Decoding hand movements from ECoG recordings
git clone https://github.com/BruntonUWBio/ecog-hand
sudo apt-get install python3-pip
sudo pip3 install numpy matplotlib cvxpy pytest sklearn
In your project, load the required modules:
%matplotlib inline
from mrDMD import mrDMD
from DMD import DMD
from helper_functions import *
Start with a signal composed of a sum of sinusoids in 1-dimension
dt = 1/200
N = 1000
t = np.linspace(0, 5, N)
amp = 1
freq_max = 40
freqs = np.arange(freq_max)
freqs = freqs[::4]
print('Freqs: ')
print(freqs)
X = buildX(freqs, t)
plt.figure()
plt.plot(t, X[0,:])
plt.show()
Freqs:
[ 0 4 8 12 16 20 24 28 32 36]
Comparisons to FFT when frequency well below Nyquist
freq, P = fftPlot(X, dt, freq_max)
stack_factor = 2*len(freqs)
kwargs = {'dt':dt,
'scale_modes':True}
dmd = DMD(**kwargs)
dmd.fit(X)
f, P = dmd.spectrum(sort='frequencies')
idx = in_range(f, (1,freq_max))
plt.figure()
plt.stem([f[i] for i in idx], [P[i] for i in idx])
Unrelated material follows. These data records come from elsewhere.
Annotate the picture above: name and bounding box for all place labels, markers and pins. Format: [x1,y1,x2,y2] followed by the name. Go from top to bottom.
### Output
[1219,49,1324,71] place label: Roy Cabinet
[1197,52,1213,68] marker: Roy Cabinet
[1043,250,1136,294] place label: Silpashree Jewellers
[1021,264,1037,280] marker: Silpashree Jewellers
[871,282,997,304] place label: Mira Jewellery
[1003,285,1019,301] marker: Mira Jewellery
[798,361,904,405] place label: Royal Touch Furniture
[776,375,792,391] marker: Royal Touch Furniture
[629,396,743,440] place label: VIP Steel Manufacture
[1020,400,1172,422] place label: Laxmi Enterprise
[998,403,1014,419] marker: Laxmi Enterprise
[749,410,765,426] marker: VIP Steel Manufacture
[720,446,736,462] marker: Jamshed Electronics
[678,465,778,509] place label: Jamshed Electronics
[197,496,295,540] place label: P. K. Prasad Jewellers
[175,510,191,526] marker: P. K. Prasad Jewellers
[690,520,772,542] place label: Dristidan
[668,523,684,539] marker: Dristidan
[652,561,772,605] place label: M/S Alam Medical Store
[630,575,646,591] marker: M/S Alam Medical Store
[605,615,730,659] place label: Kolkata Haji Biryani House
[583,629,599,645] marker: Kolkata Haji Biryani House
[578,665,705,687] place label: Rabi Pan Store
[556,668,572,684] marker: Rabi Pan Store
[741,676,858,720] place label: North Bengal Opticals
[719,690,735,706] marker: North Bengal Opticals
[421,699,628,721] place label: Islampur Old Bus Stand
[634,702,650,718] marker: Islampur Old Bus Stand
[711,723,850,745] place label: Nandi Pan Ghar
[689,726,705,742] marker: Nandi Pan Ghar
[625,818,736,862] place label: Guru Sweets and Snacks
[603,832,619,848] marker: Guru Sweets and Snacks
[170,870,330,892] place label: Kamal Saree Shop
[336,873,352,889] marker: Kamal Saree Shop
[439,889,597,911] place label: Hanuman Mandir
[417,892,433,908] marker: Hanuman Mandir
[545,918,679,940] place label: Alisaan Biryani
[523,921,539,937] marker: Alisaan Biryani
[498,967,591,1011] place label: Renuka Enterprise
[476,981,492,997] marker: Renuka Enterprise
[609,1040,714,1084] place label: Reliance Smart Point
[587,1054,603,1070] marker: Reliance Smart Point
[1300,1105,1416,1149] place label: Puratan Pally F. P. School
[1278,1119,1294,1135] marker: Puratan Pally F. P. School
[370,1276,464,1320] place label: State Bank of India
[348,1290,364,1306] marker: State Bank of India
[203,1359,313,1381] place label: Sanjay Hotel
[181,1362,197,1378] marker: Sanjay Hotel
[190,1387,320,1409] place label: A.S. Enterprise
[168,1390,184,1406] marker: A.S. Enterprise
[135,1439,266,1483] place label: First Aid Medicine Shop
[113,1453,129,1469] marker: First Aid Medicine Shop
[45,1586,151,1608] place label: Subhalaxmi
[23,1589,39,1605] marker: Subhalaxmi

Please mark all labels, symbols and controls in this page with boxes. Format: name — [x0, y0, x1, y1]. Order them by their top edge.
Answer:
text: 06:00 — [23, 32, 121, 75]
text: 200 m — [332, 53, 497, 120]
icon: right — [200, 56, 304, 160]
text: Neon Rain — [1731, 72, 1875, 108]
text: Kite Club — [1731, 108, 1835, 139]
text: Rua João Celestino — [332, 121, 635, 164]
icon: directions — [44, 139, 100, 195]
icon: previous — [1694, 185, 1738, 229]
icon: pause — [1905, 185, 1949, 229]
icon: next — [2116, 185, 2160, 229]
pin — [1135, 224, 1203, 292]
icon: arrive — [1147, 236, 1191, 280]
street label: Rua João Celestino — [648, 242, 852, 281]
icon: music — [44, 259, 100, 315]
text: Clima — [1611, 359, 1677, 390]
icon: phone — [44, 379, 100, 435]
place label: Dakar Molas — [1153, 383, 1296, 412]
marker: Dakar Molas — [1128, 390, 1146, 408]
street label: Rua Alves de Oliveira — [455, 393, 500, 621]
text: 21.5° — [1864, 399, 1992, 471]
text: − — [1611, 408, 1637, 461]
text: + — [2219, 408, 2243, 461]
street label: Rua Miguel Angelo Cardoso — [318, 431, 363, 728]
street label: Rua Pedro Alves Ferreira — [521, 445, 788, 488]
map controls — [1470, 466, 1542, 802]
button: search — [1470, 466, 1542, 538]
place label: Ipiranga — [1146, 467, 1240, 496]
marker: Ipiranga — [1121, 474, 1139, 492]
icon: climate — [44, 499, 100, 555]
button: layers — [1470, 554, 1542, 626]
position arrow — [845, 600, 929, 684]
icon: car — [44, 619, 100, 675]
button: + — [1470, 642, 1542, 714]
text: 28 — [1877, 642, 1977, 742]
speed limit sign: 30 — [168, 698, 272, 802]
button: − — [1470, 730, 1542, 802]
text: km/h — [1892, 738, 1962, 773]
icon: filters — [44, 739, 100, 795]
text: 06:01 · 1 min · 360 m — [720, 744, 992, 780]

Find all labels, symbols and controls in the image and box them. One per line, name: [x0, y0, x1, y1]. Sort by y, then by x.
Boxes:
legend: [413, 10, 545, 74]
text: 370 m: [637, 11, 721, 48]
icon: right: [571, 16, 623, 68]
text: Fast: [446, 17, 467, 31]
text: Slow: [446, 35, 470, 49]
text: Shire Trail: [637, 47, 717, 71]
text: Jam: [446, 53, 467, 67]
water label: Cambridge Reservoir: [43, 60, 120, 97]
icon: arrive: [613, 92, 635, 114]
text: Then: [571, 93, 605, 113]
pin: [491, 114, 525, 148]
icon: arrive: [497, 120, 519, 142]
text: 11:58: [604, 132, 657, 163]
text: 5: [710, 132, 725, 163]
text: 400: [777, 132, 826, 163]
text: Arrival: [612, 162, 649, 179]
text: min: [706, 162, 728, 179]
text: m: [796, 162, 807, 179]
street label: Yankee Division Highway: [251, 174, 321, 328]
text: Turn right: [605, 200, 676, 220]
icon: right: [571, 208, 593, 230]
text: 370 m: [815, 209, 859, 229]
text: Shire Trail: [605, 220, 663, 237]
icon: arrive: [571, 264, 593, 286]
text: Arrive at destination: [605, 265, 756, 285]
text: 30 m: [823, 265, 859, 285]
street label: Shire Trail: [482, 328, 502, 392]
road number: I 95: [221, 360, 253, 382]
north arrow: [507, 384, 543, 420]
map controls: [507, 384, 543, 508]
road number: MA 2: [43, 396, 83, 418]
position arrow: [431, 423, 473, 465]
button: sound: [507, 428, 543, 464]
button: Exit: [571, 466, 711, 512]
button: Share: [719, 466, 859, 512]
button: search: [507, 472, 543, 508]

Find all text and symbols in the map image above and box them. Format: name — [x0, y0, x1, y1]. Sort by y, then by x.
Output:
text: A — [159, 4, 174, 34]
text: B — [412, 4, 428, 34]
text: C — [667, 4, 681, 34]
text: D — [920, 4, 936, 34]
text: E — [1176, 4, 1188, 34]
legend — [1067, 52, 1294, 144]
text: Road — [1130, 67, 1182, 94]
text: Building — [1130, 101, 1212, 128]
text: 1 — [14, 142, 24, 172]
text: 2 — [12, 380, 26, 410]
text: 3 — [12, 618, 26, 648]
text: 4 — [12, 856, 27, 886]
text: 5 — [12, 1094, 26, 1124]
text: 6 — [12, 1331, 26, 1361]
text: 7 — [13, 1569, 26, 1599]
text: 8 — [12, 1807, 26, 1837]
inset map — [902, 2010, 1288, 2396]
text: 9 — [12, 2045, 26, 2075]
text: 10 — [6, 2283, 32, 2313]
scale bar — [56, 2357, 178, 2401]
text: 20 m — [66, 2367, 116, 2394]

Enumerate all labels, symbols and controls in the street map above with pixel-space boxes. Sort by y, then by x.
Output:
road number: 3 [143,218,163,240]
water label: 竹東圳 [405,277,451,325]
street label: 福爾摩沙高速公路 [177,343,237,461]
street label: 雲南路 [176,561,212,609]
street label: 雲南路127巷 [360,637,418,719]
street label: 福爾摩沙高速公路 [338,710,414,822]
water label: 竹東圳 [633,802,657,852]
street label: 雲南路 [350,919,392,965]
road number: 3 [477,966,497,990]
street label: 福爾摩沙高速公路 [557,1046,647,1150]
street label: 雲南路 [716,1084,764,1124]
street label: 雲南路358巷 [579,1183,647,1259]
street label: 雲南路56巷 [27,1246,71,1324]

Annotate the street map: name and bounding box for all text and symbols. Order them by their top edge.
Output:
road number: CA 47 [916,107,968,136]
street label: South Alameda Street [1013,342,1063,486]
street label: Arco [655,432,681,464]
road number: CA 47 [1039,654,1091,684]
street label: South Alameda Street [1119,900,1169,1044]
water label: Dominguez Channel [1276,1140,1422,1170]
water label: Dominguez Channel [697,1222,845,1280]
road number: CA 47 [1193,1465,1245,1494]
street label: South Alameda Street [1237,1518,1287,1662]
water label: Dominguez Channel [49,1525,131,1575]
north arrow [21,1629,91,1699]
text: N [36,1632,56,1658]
plt.title('DMD spectrum shortened')
plt.xlabel('Frequency')
plt.show()
plt.close()
Pytest is used for testing run the following at the command line
pytest
For DMD algorithm details see:
- "Dynamic Mode Decomposition". J. Nathan Kutz, Steven L. Brunton, Bingni W. Brunton, and Joshua L. Proctor 2016.
For multiresolution DMD algorithm details see:
- "Multiresolution Dynamic Mode Decomposition". J. Nathan Kutz, Xing Fu, Steven L. Brunton 2016.